Dataset records Block Start
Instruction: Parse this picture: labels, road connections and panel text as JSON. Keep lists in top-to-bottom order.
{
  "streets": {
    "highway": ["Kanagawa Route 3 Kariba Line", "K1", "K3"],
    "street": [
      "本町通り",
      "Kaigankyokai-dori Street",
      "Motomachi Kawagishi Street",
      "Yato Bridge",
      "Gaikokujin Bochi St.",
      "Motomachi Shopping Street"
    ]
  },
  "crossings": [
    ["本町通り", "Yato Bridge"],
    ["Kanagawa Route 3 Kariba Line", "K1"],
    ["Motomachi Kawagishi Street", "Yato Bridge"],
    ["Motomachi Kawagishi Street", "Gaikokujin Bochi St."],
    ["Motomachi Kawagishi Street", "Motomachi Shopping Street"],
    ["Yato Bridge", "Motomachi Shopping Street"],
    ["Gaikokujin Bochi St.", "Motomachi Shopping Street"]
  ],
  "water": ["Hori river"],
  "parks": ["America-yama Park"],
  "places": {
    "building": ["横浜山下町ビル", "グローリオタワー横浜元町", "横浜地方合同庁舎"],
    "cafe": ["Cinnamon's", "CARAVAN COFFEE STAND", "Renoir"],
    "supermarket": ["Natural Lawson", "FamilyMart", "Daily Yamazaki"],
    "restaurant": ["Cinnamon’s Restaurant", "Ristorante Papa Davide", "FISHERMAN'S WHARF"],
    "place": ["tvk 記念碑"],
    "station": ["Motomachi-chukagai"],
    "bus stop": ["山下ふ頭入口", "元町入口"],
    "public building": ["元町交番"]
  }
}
Dataset records Block End
What to produce:
Above are the records; set each one down word for word.

Solution:
Instruction: Parse this picture: labels, road connections and panel text as JSON. Keep lists in top-to-bottom order.
{
  "streets": {
    "highway": ["Kanagawa Route 3 Kariba Line", "K1", "K3"],
    "street": [
      "本町通り",
      "Kaigankyokai-dori Street",
      "Motomachi Kawagishi Street",
      "Yato Bridge",
      "Gaikokujin Bochi St.",
      "Motomachi Shopping Street"
    ]
  },
  "crossings": [
    ["本町通り", "Yato Bridge"],
    ["Kanagawa Route 3 Kariba Line", "K1"],
    ["Motomachi Kawagishi Street", "Yato Bridge"],
    ["Motomachi Kawagishi Street", "Gaikokujin Bochi St."],
    ["Motomachi Kawagishi Street", "Motomachi Shopping Street"],
    ["Yato Bridge", "Motomachi Shopping Street"],
    ["Gaikokujin Bochi St.", "Motomachi Shopping Street"]
  ],
  "water": ["Hori river"],
  "parks": ["America-yama Park"],
  "places": {
    "building": ["横浜山下町ビル", "グローリオタワー横浜元町", "横浜地方合同庁舎"],
    "cafe": ["Cinnamon's", "CARAVAN COFFEE STAND", "Renoir"],
    "supermarket": ["Natural Lawson", "FamilyMart", "Daily Yamazaki"],
    "restaurant": ["Cinnamon’s Restaurant", "Ristorante Papa Davide", "FISHERMAN'S WHARF"],
    "place": ["tvk 記念碑"],
    "station": ["Motomachi-chukagai"],
    "bus stop": ["山下ふ頭入口", "元町入口"],
    "public building": ["元町交番"]
  }
}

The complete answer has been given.